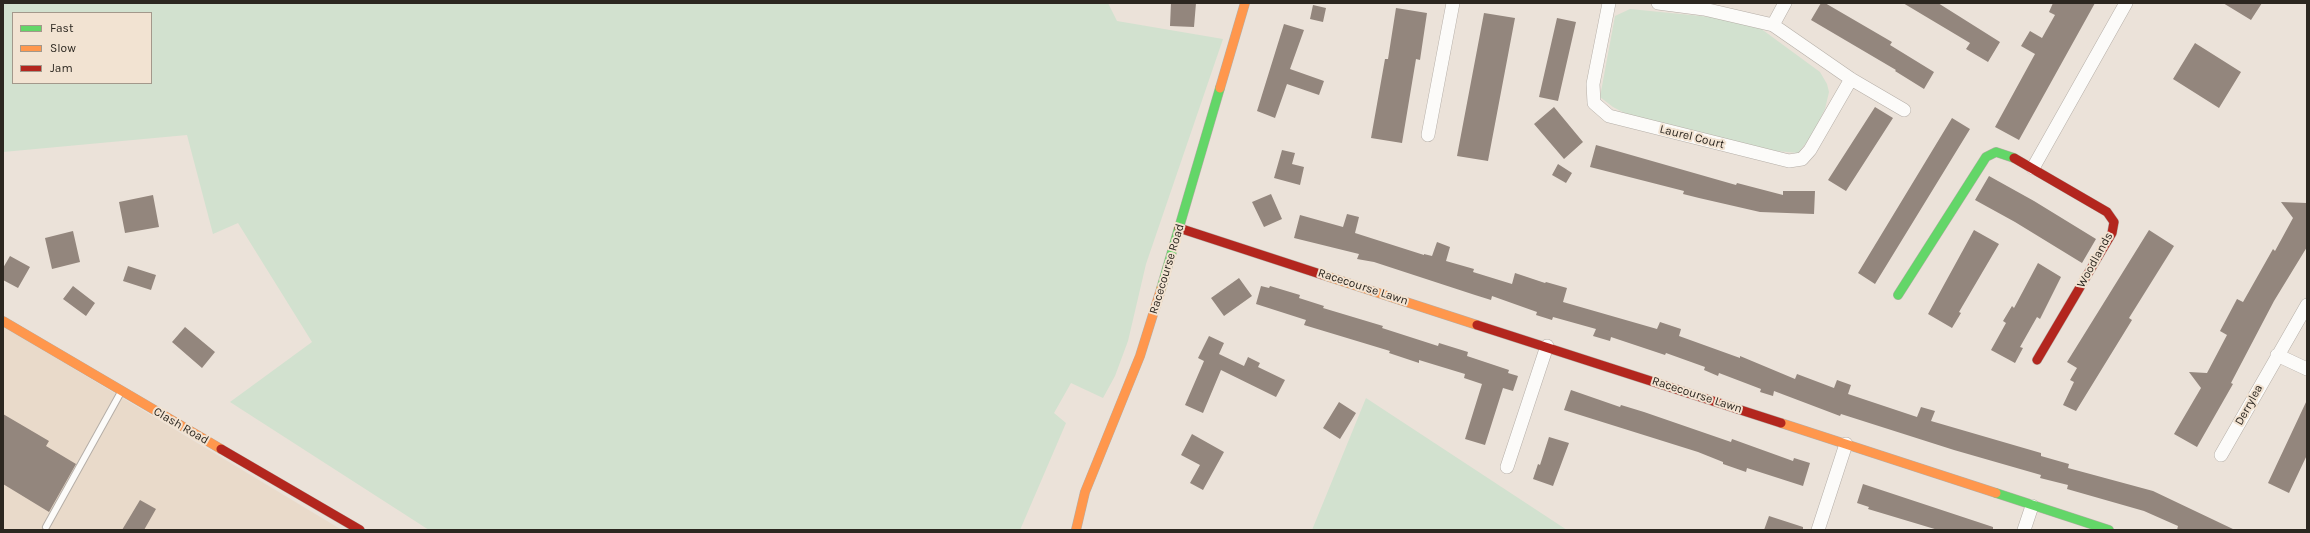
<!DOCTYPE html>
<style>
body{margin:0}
#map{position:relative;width:2310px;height:533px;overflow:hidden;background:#ebe2d9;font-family:Karla,sans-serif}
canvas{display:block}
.frame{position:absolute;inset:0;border:4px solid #2c2720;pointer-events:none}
.legend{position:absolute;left:12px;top:12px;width:140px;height:72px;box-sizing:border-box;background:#f2e3d2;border:1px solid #a3988b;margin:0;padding:5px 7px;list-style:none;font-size:12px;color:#2c2720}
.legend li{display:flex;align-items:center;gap:8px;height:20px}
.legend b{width:20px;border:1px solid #a3988b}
</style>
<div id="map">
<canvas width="2310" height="533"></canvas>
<div class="frame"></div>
<ul class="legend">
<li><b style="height:5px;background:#63d668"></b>Fast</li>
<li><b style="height:5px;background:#ff974d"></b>Slow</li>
<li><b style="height:5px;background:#b3261e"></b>Jam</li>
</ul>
</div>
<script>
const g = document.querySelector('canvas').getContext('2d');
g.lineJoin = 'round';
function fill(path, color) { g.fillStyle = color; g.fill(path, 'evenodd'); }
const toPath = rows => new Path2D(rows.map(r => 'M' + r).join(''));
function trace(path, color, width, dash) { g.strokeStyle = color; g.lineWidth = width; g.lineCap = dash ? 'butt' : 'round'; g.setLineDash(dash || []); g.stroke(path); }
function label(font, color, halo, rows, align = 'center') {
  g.font = font + ' Karla,sans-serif'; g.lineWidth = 4; g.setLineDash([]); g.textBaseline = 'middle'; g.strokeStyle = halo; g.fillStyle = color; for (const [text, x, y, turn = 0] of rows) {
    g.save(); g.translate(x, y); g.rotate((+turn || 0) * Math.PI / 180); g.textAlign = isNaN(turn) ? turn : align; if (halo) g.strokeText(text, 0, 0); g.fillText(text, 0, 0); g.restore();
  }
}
const built = toPath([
 [3,326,342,530,3,530]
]);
const green = toPath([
 [3,3,1108,3,1117,21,1223,39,1146,264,1128,341,1115,376,1103,398,1071,383,1054,413,1066,423,1020,530,429,530,230,402,312,342,238,223,213,234,187,135,3,152],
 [13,13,151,13,151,83,13,83],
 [1630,9,1711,17,1760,28,1820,72,1827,84,1829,92,1825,109,1811,137,1798,153,1776,151,1632,117,1613,107,1600,97,1615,16],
 [1366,398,1567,530,1312,530]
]);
const building = toPath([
 [1171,3,1196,3,1194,27,1170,26],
 [1821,3,1825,3,1892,42,1890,45,1934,72,1924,89,1895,71,1896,70,1811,20],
 [1903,3,1938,3,2000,42,1988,62,1966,49,1970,43],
 [2053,3,2095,3,2019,140,1995,127,2035,54,2021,46,2030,31,2042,38,2055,15,2049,12],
 [2223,3,2262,3,2251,20],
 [1313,5,1326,8,1323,22,1310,19],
 [1396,8,1427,13,1420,60,1416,59,1402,143,1371,138,1385,59,1388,59],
 [1484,13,1515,18,1488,161,1457,156],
 [1557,18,1576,22,1558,101,1539,97],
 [1284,24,1304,30,1290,69,1324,81,1319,95,1287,84,1275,118,1257,111],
 [2195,43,2241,72,2219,108,2173,79],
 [1554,107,1583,142,1564,159,1534,124],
 [1875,107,1893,118,1846,191,1828,180],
 [1952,118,1970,129,1875,284,1858,273],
 [1596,145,1736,185,1737,183,1783,195,1783,191,1815,191,1814,214,1760,212,1699,198,1683,194,1684,191,1590,167],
 [1282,150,1295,153,1292,164,1304,167,1300,185,1274,178],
 [1558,164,1572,173,1566,183,1552,175],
 [1989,176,2034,201,2096,239,2082,263,2015,222,1975,200],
 [1271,194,1282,219,1264,227,1252,202],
 [153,195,159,227,125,233,119,202],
 [2281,202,2307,203,2307,247,2274,301,2231,383,2233,384,2197,447,2174,434,2201,388,2189,372,2207,373,2227,335,2220,331,2237,299,2243,302,2273,249,2275,251,2293,218],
 [1347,214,1359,217,1355,233,1424,255,1424,254,1432,256,1437,242,1450,247,1446,261,1474,269,1473,272,1512,284,1515,273,1545,283,1546,282,1567,288,1563,302,1657,329,1660,322,1681,329,1679,336,1740,358,1740,356,1795,379,1797,374,1834,388,1837,380,1851,385,1848,394,1917,417,1921,407,1935,411,1931,421,2041,453,2041,456,2069,464,2068,468,2153,491,2235,530,2177,530,2178,526,2144,511,2067,489,2068,485,2040,478,2041,475,1954,450,1841,414,1840,416,1774,391,1773,396,1760,392,1761,389,1719,373,1718,376,1704,370,1705,367,1666,353,1665,355,1611,337,1610,341,1593,336,1596,329,1553,317,1552,320,1536,315,1537,312,1492,296,1491,300,1475,295,1374,262,1357,259,1359,254,1294,238,1300,215,1343,227],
 [1974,230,1999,244,1959,312,1961,313,1952,328,1928,314],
 [2149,230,2174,246,2129,318,2132,320,2076,411,2063,405,2074,382,2070,380,2077,368,2067,362],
 [73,231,80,262,52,269,45,238],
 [10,256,30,267,18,288,3,280,3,268],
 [2038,263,2061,277,2040,319,2037,317,2020,347,2023,348,2015,363,1991,350,2006,323,2003,321,2012,306,2014,308],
 [128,266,156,275,151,290,123,281],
 [1239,278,1252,296,1224,316,1211,298],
 [73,286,95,303,86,316,63,299],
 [1261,286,1269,288,1270,286,1300,295,1299,298,1324,306,1323,308,1383,326,1382,328,1438,346,1439,343,1468,352,1467,356,1509,370,1508,373,1518,376,1513,391,1503,388,1485,445,1465,439,1482,384,1464,378,1465,374,1419,360,1419,363,1389,353,1390,351,1304,325,1306,320,1256,304],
 [185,327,215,352,202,368,172,342],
 [1209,336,1224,343,1219,354,1244,366,1248,357,1260,363,1258,367,1285,380,1276,397,1221,370,1203,413,1185,405,1204,361,1198,358],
 [1571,390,1620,407,1621,405,1644,412,1731,442,1732,439,1793,461,1794,458,1810,463,1803,486,1747,468,1746,472,1723,464,1723,462,1698,452,1564,410],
 [2307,400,2307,455,2289,493,2268,483],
 [1339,402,1356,413,1340,439,1323,428],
 [3,414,49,441,46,446,76,464,49,512,3,484],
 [1192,434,1224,452,1203,490,1190,483,1200,465,1181,455],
 [1549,437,1569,443,1553,486,1533,479,1538,464,1540,465],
 [1863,484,1993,527,1993,530,1938,530,1868,509,1869,507,1857,503],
 [140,500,156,509,144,530,122,530],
 [1769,516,1803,527,1803,530,1764,530]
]);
const lane = toPath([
 [46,527,121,392]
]);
const street = toPath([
 [1609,3,1593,84,1594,103,1609,116,1789,161,1802,159,1810,150,1851,79],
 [1658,3,1704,9,1773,25,1851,79,1904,110],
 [1773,25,1785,3],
 [1428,135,1453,3],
 [2033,168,2126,3],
 [2277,355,2307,369],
 [2221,455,2307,305],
 [1507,467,1547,346],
 [1818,530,1846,444],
 [2024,530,2032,506]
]);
const fast = toPath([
 [1161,289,1220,88],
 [1898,295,1986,157,1996,152,2014,158],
 [1996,493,2109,530]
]);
const slow = toPath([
 [1220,88,1245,3],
 [1323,275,1477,325],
 [3,321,221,449],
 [1781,423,1996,493],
 [1076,530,1085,492,1140,356,1161,289]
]);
const jam = toPath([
 [2014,158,2107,212,2114,222,2112,233,2037,360],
 [1179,228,1323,275],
 [1477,325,1781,423],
 [221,449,360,530]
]);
const streetNames = [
 ["Laurel Court",1692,137,14],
 ["Woodlands",2095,260,-61],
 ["Racecourse Road",1167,269,-73],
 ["Racecourse Lawn",1363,287,18],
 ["Racecourse Lawn",1697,395,18],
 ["Derrylea",2249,405,-61],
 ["Clash Road",181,426,30]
];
fill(built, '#e9daca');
fill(green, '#d2e1cf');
fill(building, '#93867d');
trace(lane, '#b5aea7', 8);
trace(street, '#b5aea7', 14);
trace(fast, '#b5aea7', 10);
trace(slow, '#b5aea7', 10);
trace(jam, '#b5aea7', 10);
trace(lane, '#fcfbf9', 6);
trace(street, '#fcfbf9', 13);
trace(fast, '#63d668', 9);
trace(slow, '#ff974d', 9);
trace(jam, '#b3261e', 9);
label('12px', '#2c2720', '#f2e3d2', streetNames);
</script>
——————————
_Requirement_
The output is the lines from the start of the data above through the line containing "g.font = font", unchanged, with any picture left out.

_Response_
<!DOCTYPE html>
<style>
body{margin:0}
#map{position:relative;width:2310px;height:533px;overflow:hidden;background:#ebe2d9;font-family:Karla,sans-serif}
canvas{display:block}
.frame{position:absolute;inset:0;border:4px solid #2c2720;pointer-events:none}
.legend{position:absolute;left:12px;top:12px;width:140px;height:72px;box-sizing:border-box;background:#f2e3d2;border:1px solid #a3988b;margin:0;padding:5px 7px;list-style:none;font-size:12px;color:#2c2720}
.legend li{display:flex;align-items:center;gap:8px;height:20px}
.legend b{width:20px;border:1px solid #a3988b}
</style>
<div id="map">
<canvas width="2310" height="533"></canvas>
<div class="frame"></div>
<ul class="legend">
<li><b style="height:5px;background:#63d668"></b>Fast</li>
<li><b style="height:5px;background:#ff974d"></b>Slow</li>
<li><b style="height:5px;background:#b3261e"></b>Jam</li>
</ul>
</div>
<script>
const g = document.querySelector('canvas').getContext('2d');
g.lineJoin = 'round';
function fill(path, color) { g.fillStyle = color; g.fill(path, 'evenodd'); }
const toPath = rows => new Path2D(rows.map(r => 'M' + r).join(''));
function trace(path, color, width, dash) { g.strokeStyle = color; g.lineWidth = width; g.lineCap = dash ? 'butt' : 'round'; g.setLineDash(dash || []); g.stroke(path); }
function label(font, color, halo, rows, align = 'center') {
  g.font = font + ' Karla,sans-serif'; g.lineWidth = 4; g.setLineDash([]); g.textBaseline = 'middle'; g.strokeStyle = halo; g.fillStyle = color; for (const [text, x, y, turn = 0] of rows) {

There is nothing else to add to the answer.